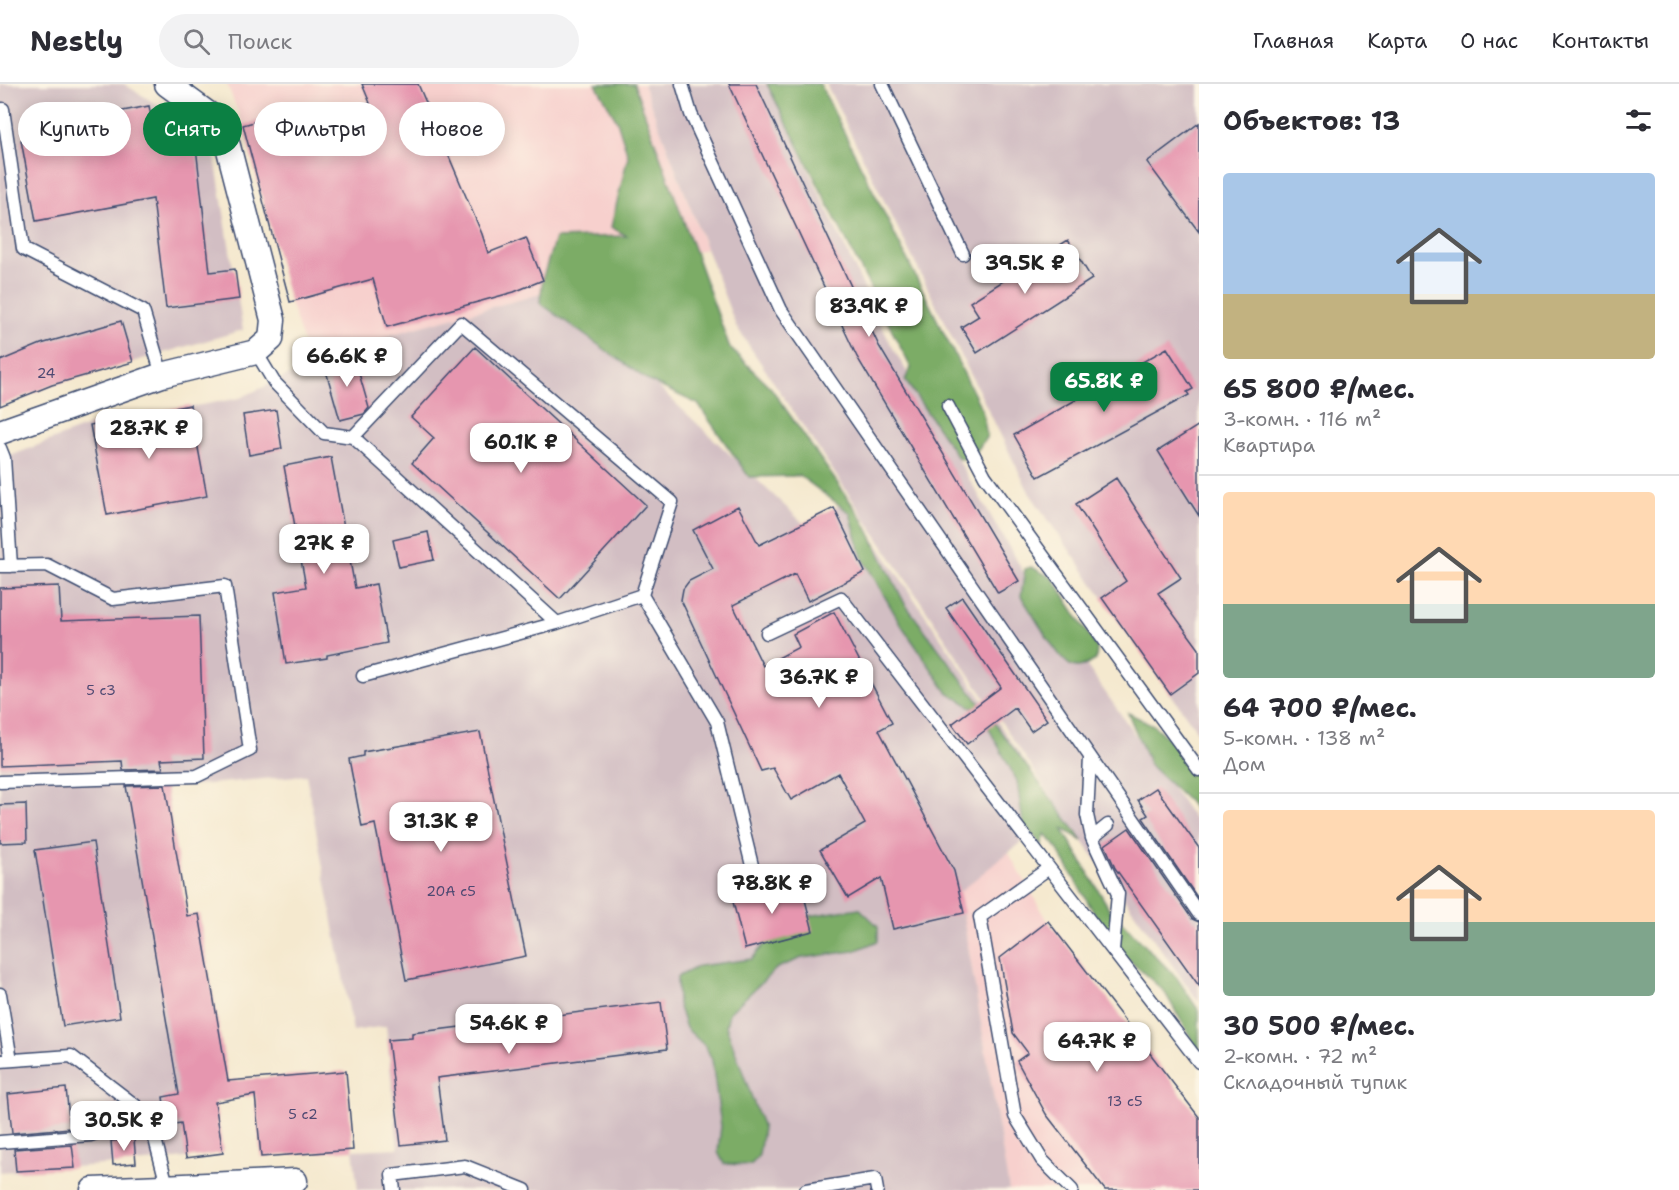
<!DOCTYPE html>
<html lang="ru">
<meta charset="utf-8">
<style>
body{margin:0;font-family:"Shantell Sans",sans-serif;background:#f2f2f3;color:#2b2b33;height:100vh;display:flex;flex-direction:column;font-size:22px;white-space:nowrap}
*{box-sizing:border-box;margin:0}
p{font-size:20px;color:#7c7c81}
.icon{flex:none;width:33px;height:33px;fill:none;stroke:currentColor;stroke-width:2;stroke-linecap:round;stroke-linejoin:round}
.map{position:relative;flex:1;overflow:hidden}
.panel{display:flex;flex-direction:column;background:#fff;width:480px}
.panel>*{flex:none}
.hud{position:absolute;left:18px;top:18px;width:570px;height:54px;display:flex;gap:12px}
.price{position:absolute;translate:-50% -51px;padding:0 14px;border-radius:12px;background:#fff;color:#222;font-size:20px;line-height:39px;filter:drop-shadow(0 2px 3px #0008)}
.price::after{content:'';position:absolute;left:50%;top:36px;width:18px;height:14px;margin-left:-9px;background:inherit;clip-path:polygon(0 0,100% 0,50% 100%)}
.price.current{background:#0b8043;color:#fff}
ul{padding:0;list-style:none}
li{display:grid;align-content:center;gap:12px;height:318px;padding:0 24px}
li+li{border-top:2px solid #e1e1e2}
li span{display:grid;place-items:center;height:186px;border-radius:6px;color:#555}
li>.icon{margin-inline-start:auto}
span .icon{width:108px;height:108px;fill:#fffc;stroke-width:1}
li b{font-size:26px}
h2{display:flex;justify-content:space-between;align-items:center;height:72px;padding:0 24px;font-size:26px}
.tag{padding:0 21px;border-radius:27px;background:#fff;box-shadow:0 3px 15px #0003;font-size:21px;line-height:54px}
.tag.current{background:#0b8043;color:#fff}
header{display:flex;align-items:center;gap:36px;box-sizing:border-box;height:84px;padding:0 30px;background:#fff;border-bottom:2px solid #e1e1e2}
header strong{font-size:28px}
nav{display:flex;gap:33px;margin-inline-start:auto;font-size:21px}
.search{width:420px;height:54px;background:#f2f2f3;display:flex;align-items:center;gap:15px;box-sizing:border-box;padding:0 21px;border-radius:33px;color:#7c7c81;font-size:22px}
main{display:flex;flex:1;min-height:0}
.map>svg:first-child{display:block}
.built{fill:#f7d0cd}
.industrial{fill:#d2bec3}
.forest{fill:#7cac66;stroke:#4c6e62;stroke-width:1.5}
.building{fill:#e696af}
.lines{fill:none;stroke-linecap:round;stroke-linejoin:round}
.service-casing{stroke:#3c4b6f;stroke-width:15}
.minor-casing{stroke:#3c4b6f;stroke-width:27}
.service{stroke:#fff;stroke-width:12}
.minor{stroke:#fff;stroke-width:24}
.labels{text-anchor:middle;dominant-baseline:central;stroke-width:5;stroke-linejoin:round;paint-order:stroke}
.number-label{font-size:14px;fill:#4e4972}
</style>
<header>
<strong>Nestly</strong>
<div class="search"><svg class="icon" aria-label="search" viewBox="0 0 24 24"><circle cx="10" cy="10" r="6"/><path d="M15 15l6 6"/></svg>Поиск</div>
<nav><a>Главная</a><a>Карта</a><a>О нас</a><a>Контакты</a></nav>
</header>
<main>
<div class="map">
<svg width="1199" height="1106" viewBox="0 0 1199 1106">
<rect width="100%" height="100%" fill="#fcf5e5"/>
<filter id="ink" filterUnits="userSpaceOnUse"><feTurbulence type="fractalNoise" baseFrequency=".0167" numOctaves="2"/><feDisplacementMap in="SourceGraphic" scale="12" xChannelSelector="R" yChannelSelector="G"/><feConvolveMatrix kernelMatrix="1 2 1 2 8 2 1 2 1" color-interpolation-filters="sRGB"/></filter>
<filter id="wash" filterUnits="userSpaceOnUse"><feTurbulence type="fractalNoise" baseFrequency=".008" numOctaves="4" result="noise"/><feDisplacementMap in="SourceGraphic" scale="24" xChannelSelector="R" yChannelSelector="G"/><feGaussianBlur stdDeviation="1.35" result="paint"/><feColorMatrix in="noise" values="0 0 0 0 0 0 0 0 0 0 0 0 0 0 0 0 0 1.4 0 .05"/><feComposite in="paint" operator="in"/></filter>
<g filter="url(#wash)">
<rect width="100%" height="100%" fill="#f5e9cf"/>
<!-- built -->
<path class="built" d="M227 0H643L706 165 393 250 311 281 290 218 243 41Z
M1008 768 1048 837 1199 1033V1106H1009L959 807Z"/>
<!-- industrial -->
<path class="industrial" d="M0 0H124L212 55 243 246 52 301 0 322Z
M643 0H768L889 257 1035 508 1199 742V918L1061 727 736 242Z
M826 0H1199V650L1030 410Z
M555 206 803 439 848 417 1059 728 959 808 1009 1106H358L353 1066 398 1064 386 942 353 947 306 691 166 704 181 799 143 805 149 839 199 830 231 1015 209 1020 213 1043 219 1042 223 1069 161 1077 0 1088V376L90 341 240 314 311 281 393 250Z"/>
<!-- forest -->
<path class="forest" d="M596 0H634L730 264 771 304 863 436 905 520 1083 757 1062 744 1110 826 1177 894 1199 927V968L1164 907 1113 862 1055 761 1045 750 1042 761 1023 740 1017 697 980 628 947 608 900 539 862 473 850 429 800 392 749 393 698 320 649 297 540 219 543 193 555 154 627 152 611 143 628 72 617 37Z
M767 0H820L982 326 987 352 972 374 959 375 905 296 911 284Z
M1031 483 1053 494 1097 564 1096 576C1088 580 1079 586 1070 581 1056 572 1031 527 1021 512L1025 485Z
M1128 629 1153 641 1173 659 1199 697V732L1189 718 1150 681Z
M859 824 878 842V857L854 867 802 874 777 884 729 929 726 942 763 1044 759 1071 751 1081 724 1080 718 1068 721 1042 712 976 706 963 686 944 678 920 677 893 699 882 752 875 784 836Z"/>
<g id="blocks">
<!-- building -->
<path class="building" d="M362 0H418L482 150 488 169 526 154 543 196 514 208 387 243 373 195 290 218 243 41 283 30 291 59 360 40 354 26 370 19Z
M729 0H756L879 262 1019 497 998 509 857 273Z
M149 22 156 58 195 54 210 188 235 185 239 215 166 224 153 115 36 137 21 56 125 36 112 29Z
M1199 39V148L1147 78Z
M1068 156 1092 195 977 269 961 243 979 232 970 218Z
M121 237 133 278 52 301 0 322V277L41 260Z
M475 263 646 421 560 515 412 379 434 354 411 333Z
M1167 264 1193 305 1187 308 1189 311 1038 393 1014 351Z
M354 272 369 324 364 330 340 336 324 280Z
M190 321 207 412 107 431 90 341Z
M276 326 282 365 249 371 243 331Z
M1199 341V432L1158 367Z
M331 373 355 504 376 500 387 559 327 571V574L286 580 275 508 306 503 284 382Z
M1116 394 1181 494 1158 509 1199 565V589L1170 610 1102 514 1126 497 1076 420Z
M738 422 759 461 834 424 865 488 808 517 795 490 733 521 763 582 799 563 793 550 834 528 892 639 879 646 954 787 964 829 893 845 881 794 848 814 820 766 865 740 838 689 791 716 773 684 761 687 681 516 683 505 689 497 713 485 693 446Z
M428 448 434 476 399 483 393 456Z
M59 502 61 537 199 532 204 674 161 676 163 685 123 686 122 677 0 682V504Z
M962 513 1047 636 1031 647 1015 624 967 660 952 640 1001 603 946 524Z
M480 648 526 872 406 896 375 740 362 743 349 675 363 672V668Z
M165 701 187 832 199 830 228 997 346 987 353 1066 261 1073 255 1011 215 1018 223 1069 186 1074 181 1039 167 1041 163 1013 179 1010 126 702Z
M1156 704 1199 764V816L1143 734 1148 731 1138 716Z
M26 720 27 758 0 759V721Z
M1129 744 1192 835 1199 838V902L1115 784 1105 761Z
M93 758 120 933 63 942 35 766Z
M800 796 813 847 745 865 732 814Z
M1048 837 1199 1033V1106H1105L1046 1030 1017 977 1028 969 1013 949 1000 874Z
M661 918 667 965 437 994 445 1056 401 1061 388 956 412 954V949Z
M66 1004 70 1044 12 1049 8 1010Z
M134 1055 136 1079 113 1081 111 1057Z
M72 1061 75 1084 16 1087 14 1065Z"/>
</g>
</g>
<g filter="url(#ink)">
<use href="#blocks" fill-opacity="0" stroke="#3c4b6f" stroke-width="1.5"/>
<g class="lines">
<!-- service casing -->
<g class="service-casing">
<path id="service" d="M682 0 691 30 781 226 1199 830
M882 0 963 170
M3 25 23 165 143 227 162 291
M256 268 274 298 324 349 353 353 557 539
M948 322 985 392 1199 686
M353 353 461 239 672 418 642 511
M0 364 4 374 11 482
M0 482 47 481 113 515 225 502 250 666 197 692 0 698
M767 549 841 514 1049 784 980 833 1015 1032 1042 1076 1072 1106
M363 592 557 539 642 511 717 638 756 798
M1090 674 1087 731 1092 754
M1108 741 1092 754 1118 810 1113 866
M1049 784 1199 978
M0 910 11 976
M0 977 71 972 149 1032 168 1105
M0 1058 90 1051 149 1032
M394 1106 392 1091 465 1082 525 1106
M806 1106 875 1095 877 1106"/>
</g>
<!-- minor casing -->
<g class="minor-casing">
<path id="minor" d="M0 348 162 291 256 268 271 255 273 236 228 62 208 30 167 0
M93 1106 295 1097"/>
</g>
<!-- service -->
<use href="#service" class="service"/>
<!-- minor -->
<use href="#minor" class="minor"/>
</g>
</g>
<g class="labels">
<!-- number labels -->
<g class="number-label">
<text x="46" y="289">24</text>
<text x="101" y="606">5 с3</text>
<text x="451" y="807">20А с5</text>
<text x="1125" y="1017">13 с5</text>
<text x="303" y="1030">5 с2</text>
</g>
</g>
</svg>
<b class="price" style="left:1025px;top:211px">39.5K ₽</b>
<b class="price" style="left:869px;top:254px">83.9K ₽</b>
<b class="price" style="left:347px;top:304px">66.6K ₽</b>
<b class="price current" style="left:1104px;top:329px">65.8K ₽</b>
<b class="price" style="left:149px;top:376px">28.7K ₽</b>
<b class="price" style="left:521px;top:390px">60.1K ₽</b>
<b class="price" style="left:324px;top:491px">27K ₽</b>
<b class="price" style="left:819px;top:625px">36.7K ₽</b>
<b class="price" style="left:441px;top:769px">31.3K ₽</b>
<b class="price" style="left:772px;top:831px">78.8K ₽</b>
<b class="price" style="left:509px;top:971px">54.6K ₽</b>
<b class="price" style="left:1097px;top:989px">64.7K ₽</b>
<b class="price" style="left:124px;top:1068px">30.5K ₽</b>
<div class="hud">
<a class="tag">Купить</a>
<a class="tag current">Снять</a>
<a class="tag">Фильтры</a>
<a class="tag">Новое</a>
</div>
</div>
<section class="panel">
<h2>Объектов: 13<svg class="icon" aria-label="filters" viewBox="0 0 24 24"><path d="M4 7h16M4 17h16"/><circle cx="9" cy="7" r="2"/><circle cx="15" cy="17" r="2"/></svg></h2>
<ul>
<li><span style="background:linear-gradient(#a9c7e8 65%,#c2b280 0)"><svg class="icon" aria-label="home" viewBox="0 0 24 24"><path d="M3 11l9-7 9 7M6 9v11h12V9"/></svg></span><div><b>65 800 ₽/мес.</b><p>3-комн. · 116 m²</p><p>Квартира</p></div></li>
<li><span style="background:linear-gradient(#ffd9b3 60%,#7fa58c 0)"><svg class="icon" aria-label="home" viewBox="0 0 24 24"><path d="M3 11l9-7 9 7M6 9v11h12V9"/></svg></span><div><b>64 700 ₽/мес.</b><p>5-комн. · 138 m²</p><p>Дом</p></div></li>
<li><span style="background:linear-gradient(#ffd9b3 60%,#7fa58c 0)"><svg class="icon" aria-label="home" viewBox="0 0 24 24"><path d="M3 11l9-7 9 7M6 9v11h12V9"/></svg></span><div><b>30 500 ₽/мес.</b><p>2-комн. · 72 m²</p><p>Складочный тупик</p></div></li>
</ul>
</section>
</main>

§ **Work item**: Repeat exactly the lines starting at the line with "700 ₽/мес.</b><p>5-комн. · 138 m²</p><p>Дом</p></div></li>" and ending with the final line of the entries. Include nothing else.

§ **Result of this task**:
<li><span style="background:linear-gradient(#ffd9b3 60%,#7fa58c 0)"><svg class="icon" aria-label="home" viewBox="0 0 24 24"><path d="M3 11l9-7 9 7M6 9v11h12V9"/></svg></span><div><b>64 700 ₽/мес.</b><p>5-комн. · 138 m²</p><p>Дом</p></div></li>
<li><span style="background:linear-gradient(#ffd9b3 60%,#7fa58c 0)"><svg class="icon" aria-label="home" viewBox="0 0 24 24"><path d="M3 11l9-7 9 7M6 9v11h12V9"/></svg></span><div><b>30 500 ₽/мес.</b><p>2-комн. · 72 m²</p><p>Складочный тупик</p></div></li>
</ul>
</section>
</main>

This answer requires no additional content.